Thursday, February 21, 2008


I've kept a small safe deposit box for years now, in various banks, depending where I've lived. In the past, I've just kept a couple of pieces of clunky but valuable jewelry given to me by various aunts, my birth certificate and some old savings bonds from my bat mitzvah, and some old coins that I've been collecting through my youth.

Well, as life goes on, stuff happens, people die, divorce, etc. and I now have a much larger safe deposit box. I visit it about three or four times a year, to put more stuff in and take various items out. It's always a little bit emotional. I see my father's a"hs tefillin, that I had hoped to give to a son someday. I wonder if that will ever happen. My documents folder is much thicker: I see my ketubah, my petur, my father's death certificate, and my divorce settlement. I still have my father's Living Will in the folder, even though he is no longer living. My savings bonds matured and were redeemed long ago. I have much more jewelry than I used to own....a friend of mine recently had a scare with a housekeeper stealing some of her old jewelry, and so I gathered together all of the good jewelry that I don't wear and put everything in the s.d. box. My engagement ring, my wedding band, my father's wedding band and my parents' gold engagement watches, my grandmother's jewelry that I inherited when I got married, my cameos, and my yichud room pearls, various pieces that The Ex-gave to me. I have some beautiful European linens that my grandmother z"l stitched and some photos that I would never want to lose. I have my father's coin and stamp collections and my great-aunt's mother of pearl compact. Many of these things I had hoped to share with a family.

Whenever I visit the s.d. box, I always ask myself who will have these things someday. I wonder if I ever will have a family to pass things along to, or shall I just give all these things to my nieces and nephews.

I'm starting to think not.

I wonder if anyone else keeps ghosts in their safe deposit box.


Marni said...

This comment is in response to a past post. You said that although you have male friends from other countries, you do not date men from other countries. I was just wondering why this is? I guess I can understad if they are not anglos, but you also mention Australians and Brits as men you wouldn't date. I was just curious why this was, and if you could elaborate on some experiences.


WebGirl said...


I'm just wondering why you wouldn't make your comment next to that particular posting, which is over here. My not dating non-Americans is not a racial thing at all...I don't care if they are Anglos or not. In fact, in the past, I have dated Jewish guys from other racial backgrounds. It's much more of a cultural thing. While I love being friends with non-American born guys, I can't imagine having one as my partner in life. I am too American. I'm too immersed in Jewish-American pop-culture and values. And don't kid yourself; there are significant differences. When I was first divorced, one of my first Frumster dates was Canadian. We had incredibly different world views and cultural references, even though we were so close in age and religious background. We kept tripping over that.

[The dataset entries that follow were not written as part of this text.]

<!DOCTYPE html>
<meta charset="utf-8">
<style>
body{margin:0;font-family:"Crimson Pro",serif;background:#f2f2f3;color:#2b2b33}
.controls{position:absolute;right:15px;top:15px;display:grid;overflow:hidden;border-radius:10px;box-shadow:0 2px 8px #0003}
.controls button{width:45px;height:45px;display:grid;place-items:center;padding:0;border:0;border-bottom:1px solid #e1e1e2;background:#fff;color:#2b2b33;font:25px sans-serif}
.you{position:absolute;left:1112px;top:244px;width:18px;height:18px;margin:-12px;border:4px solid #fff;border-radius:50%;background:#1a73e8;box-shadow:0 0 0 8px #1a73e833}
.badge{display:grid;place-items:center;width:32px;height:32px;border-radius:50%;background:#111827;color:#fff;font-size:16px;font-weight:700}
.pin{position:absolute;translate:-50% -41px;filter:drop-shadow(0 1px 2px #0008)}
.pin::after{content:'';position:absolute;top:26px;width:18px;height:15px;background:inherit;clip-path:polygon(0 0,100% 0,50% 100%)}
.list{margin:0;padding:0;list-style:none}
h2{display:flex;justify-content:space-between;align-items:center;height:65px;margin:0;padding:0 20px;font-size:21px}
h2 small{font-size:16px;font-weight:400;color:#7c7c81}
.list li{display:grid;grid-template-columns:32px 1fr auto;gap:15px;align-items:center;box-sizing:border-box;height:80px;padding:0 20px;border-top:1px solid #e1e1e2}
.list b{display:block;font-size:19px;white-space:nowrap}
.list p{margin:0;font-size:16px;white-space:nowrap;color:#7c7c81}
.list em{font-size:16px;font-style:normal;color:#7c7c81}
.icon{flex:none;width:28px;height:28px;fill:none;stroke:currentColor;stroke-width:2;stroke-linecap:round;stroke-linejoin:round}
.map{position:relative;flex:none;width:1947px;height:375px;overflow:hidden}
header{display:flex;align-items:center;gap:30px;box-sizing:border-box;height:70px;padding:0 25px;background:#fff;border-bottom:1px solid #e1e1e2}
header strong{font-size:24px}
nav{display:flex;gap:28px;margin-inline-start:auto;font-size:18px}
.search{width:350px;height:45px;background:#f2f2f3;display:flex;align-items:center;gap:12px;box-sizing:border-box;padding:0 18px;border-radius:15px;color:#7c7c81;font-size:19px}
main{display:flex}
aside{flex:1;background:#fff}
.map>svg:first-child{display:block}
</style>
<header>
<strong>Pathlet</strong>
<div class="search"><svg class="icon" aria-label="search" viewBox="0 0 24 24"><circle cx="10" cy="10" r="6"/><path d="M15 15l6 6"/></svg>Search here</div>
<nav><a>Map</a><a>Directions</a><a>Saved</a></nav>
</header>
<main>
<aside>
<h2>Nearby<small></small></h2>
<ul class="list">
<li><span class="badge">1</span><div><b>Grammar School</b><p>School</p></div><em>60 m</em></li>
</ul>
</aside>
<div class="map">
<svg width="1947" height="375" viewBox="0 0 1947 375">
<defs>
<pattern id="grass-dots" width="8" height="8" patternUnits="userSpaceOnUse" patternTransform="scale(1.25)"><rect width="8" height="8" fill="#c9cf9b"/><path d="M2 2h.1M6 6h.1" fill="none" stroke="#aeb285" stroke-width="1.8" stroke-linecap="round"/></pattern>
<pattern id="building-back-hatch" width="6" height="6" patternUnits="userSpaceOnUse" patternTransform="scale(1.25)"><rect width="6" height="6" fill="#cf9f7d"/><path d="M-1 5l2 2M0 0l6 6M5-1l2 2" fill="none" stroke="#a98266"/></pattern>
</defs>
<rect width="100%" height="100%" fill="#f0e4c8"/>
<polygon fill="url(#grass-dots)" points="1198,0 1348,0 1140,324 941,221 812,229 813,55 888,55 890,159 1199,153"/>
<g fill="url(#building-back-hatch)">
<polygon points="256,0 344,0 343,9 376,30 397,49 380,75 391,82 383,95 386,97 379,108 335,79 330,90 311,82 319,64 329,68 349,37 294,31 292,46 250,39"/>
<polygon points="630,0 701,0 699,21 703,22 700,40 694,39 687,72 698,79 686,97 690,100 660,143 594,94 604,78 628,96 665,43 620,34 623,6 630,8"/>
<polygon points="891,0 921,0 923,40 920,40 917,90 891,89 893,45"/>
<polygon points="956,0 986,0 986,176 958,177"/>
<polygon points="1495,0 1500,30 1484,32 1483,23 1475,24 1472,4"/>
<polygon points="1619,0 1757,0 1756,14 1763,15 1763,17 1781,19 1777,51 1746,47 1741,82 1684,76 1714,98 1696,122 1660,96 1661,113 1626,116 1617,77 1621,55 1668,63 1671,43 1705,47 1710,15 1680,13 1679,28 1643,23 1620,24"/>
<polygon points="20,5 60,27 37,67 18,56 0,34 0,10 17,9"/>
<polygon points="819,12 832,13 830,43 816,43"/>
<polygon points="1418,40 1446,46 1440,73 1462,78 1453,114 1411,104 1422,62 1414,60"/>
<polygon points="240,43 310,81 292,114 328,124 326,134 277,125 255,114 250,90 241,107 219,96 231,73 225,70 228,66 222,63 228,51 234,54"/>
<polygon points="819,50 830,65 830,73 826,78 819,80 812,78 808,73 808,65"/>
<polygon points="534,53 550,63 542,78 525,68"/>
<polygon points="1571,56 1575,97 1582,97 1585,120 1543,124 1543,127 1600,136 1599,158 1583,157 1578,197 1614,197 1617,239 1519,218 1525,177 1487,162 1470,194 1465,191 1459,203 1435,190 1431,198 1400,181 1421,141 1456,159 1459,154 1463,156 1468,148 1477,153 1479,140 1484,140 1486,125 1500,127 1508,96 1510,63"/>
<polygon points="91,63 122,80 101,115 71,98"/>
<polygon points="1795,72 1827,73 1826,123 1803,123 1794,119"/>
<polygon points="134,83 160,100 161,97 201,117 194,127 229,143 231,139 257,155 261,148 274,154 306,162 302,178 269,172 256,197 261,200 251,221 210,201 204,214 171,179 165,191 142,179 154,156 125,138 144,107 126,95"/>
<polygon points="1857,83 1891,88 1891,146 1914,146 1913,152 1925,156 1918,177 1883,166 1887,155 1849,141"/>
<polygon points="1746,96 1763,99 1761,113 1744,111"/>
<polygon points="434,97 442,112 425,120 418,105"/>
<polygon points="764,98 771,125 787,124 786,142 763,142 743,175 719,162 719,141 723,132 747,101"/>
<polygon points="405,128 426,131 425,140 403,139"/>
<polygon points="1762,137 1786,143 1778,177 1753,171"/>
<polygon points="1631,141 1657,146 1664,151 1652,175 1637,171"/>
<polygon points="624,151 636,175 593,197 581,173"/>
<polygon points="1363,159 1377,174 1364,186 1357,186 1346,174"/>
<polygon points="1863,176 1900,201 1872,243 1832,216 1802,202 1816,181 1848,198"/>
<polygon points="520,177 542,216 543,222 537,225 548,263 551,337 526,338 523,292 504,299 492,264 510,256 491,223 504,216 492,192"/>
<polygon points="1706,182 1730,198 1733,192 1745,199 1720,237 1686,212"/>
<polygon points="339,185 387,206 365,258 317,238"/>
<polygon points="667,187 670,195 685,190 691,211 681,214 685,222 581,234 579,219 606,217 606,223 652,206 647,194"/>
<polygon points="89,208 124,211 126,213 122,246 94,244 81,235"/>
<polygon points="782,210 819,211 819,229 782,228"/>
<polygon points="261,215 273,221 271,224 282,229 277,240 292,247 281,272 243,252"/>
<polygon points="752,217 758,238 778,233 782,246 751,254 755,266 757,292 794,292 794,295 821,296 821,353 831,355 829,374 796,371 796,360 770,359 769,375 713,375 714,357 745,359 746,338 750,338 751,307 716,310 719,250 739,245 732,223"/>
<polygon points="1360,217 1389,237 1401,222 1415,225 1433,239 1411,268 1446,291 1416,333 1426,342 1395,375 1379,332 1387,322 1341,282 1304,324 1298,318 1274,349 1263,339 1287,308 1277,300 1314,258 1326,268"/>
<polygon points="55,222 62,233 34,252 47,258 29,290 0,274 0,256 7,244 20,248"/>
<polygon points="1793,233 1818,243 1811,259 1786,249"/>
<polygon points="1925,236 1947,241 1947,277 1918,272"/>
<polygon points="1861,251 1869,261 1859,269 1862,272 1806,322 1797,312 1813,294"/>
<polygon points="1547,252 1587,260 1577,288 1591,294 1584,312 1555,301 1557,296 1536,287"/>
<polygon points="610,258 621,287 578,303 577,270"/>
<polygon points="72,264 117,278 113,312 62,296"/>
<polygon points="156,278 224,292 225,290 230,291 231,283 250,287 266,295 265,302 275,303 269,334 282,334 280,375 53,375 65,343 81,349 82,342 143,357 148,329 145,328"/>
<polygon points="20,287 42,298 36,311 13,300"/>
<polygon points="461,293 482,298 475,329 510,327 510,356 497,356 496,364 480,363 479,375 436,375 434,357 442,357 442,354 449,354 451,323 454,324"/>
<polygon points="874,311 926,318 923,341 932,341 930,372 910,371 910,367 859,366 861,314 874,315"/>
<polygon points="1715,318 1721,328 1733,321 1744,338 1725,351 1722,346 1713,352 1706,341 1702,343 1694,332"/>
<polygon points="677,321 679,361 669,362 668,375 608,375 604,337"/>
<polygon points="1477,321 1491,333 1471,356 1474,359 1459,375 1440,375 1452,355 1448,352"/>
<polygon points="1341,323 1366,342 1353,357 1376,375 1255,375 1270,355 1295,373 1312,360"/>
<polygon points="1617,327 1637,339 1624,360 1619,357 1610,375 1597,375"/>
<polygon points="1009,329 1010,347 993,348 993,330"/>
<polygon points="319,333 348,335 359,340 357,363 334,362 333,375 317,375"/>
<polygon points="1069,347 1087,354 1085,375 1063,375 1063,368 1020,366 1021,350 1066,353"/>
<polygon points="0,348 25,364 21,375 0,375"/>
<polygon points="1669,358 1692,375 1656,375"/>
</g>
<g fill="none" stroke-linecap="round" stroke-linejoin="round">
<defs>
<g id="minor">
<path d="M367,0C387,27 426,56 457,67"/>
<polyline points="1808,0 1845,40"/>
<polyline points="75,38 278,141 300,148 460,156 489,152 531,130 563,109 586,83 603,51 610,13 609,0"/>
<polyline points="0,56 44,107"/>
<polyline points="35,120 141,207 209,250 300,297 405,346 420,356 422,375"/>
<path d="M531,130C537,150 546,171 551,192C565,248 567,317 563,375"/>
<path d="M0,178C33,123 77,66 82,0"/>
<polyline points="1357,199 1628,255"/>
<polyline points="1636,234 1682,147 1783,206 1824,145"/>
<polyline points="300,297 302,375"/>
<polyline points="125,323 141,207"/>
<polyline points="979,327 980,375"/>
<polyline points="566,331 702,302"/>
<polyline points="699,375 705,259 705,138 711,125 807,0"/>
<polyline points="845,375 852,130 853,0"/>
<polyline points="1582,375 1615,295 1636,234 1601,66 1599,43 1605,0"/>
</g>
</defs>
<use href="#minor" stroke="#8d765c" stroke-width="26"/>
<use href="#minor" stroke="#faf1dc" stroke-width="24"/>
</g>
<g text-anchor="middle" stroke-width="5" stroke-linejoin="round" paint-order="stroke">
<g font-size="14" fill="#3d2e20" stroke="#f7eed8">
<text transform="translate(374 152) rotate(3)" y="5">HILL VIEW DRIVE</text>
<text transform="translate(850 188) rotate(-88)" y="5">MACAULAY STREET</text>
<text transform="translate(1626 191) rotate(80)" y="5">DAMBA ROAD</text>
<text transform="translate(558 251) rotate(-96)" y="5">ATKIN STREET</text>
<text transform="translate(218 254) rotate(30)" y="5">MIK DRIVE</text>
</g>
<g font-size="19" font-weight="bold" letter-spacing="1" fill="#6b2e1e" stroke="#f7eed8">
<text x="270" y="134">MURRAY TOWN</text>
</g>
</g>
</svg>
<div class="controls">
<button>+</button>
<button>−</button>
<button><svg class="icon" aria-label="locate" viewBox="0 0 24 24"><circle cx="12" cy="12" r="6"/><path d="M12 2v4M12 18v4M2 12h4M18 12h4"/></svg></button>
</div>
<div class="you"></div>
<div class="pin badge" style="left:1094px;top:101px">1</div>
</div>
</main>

Of course, since I am saying this now, I will probably end up married to a Modern Orthodox guy from Scotland.


Marni said...


Sorry, I was reading your archived posts, and I figured that if I had posted it there, then you would have to respond on the old posting and I might not see it. I don't have a blog, so I'm not so sure how the whole posting comments and responding thing works.

The reason I ask is simply because every guy I have dated so far has been either from Israel or is Jewish from some other country. And granted the relationships didn't work out for whatever reasons....not sure how many were cultural and how many were just because of the person. I am constantly going back and forth on the idea of making aliyah, and whereas part of the draw is meeting Jews from lots of countries who moved to Israel for beautiful reasons, I hesitate at the idea of moving to a country so different from the U.S. and at the same time possibly finding myself in a relationship with someone where the ONLY thing we seem to have in common is a similar religion. Yet, much to the chagrin of my parents, I just don't seem to have the "spark" with American born and bred men that I seem to have with those dark, beautiful and brooding Israeli-types; though I'm not sure what kind of marriage we would really have in the long run. I guess they figure that by now I should know that I might fare a bit better with the typical American Jewish guy next door...


WebGirl said...

Of course, only you can answer that question for yourself. Tziporah Heller (wisely, I think) advises women to look for similarities in future spouses (as opposed to subscribing to opposites attract). She acknowledges that marriages of opposites are often successful, but they take much more work. So why not look for some American-born guy who is also idealistic and wants to make Aliyah, or someone who is toying with the idea, like you? Maybe you'll find that spark and also have enough in common to keep things going?

On the other hand, if you have had good (even if they haven't ended in marriage) relationships with non-Americans, why not keep pursuing that? You don't have to get married to make your parents happy. If the guy is Jewish and is good to you, your parents will eventually come to embrace him.

Or just move to Israel on a trial basis (I have lots of friends who did that) and see who you meet there?

Really, though, I'm the last person who should be giving relationship advice. My marriage was a train wreck and my dating life is pretty sad.